What the task requires:
Please retype all the data below exactly, line for line.

Extracted records
· · · · · · ·

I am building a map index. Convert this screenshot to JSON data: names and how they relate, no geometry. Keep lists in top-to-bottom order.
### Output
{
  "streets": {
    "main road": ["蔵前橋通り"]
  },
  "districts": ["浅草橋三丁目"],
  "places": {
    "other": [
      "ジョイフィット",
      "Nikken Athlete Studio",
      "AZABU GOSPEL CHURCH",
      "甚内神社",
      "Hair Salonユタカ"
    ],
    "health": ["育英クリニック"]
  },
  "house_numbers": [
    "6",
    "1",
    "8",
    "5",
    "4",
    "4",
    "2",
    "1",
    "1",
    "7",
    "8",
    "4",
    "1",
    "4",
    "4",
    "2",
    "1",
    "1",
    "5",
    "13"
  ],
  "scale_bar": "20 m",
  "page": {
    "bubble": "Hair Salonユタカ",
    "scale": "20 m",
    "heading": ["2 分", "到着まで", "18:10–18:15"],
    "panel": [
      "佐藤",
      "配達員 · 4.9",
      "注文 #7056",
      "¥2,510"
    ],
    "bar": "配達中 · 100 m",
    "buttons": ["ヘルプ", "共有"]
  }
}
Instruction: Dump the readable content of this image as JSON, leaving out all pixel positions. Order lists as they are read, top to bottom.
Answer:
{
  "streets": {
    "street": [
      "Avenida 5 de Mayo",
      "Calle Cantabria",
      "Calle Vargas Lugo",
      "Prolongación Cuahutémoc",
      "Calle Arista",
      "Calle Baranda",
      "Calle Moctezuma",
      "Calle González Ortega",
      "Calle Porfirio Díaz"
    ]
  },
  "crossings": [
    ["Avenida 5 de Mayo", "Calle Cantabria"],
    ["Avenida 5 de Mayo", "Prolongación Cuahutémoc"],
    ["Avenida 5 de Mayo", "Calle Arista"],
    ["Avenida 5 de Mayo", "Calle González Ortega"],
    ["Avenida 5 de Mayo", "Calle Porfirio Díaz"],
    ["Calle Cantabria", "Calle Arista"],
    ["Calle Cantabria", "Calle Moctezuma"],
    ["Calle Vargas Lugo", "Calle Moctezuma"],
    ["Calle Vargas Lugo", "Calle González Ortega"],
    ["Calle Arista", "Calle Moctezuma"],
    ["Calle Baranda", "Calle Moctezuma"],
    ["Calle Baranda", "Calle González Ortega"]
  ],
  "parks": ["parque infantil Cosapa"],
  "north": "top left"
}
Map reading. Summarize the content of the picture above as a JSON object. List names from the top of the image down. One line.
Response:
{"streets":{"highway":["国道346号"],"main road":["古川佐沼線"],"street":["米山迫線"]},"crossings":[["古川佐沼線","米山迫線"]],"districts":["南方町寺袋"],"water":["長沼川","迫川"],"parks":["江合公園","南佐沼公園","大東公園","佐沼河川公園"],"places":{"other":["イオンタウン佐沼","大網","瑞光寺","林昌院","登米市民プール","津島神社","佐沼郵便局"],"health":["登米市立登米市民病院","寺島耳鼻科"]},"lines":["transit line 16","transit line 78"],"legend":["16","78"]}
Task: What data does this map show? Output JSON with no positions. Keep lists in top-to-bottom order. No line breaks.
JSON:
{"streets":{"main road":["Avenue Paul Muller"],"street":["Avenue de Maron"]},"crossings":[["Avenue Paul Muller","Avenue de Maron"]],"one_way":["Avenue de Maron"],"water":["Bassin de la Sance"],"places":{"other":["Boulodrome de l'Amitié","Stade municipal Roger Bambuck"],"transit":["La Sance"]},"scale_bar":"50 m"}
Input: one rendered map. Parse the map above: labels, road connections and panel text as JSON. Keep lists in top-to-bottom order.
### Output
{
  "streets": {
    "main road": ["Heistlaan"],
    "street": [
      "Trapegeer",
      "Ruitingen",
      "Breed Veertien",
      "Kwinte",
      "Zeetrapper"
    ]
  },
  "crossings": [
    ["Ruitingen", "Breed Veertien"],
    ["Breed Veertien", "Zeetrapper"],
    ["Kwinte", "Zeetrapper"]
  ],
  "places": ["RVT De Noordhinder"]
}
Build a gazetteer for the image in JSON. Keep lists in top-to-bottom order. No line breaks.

· · · · · · ·

Response to the exercise:
I am building a map index. Convert this screenshot to JSON data: names and how they relate, no geometry. Keep lists in top-to-bottom order.
### Output
{
  "streets": {
    "main road": ["蔵前橋通り"]
  },
  "districts": ["浅草橋三丁目"],
  "places": {
    "other": [
      "ジョイフィット",
      "Nikken Athlete Studio",
      "AZABU GOSPEL CHURCH",
      "甚内神社",
      "Hair Salonユタカ"
    ],
    "health": ["育英クリニック"]
  },
  "house_numbers": [
    "6",
    "1",
    "8",
    "5",
    "4",
    "4",
    "2",
    "1",
    "1",
    "7",
    "8",
    "4",
    "1",
    "4",
    "4",
    "2",
    "1",
    "1",
    "5",
    "13"
  ],
  "scale_bar": "20 m",
  "page": {
    "bubble": "Hair Salonユタカ",
    "scale": "20 m",
    "heading": ["2 分", "到着まで", "18:10–18:15"],
    "panel": [
      "佐藤",
      "配達員 · 4.9",
      "注文 #7056",
      "¥2,510"
    ],
    "bar": "配達中 · 100 m",
    "buttons": ["ヘルプ", "共有"]
  }
}
Instruction: Dump the readable content of this image as JSON, leaving out all pixel positions. Order lists as they are read, top to bottom.
Answer:
{
  "streets": {
    "street": [
      "Avenida 5 de Mayo",
      "Calle Cantabria",
      "Calle Vargas Lugo",
      "Prolongación Cuahutémoc",
      "Calle Arista",
      "Calle Baranda",
      "Calle Moctezuma",
      "Calle González Ortega",
      "Calle Porfirio Díaz"
    ]
  },
  "crossings": [
    ["Avenida 5 de Mayo", "Calle Cantabria"],
    ["Avenida 5 de Mayo", "Prolongación Cuahutémoc"],
    ["Avenida 5 de Mayo", "Calle Arista"],
    ["Avenida 5 de Mayo", "Calle González Ortega"],
    ["Avenida 5 de Mayo", "Calle Porfirio Díaz"],
    ["Calle Cantabria", "Calle Arista"],
    ["Calle Cantabria", "Calle Moctezuma"],
    ["Calle Vargas Lugo", "Calle Moctezuma"],
    ["Calle Vargas Lugo", "Calle González Ortega"],
    ["Calle Arista", "Calle Moctezuma"],
    ["Calle Baranda", "Calle Moctezuma"],
    ["Calle Baranda", "Calle González Ortega"]
  ],
  "parks": ["parque infantil Cosapa"],
  "north": "top left"
}
Map reading. Summarize the content of the picture above as a JSON object. List names from the top of the image down. One line.
Response:
{"streets":{"highway":["国道346号"],"main road":["古川佐沼線"],"street":["米山迫線"]},"crossings":[["古川佐沼線","米山迫線"]],"districts":["南方町寺袋"],"water":["長沼川","迫川"],"parks":["江合公園","南佐沼公園","大東公園","佐沼河川公園"],"places":{"other":["イオンタウン佐沼","大網","瑞光寺","林昌院","登米市民プール","津島神社","佐沼郵便局"],"health":["登米市立登米市民病院","寺島耳鼻科"]},"lines":["transit line 16","transit line 78"],"legend":["16","78"]}
Task: What data does this map show? Output JSON with no positions. Keep lists in top-to-bottom order. No line breaks.
JSON:
{"streets":{"main road":["Avenue Paul Muller"],"street":["Avenue de Maron"]},"crossings":[["Avenue Paul Muller","Avenue de Maron"]],"one_way":["Avenue de Maron"],"water":["Bassin de la Sance"],"places":{"other":["Boulodrome de l'Amitié","Stade municipal Roger Bambuck"],"transit":["La Sance"]},"scale_bar":"50 m"}
Input: one rendered map. Parse the map above: labels, road connections and panel text as JSON. Keep lists in top-to-bottom order.
### Output
{
  "streets": {
    "main road": ["Heistlaan"],
    "street": [
      "Trapegeer",
      "Ruitingen",
      "Breed Veertien",
      "Kwinte",
      "Zeetrapper"
    ]
  },
  "crossings": [
    ["Ruitingen", "Breed Veertien"],
    ["Breed Veertien", "Zeetrapper"],
    ["Kwinte", "Zeetrapper"]
  ],
  "places": ["RVT De Noordhinder"]
}
Build a gazetteer for the image in JSON. Keep lists in top-to-bottom order. No line breaks.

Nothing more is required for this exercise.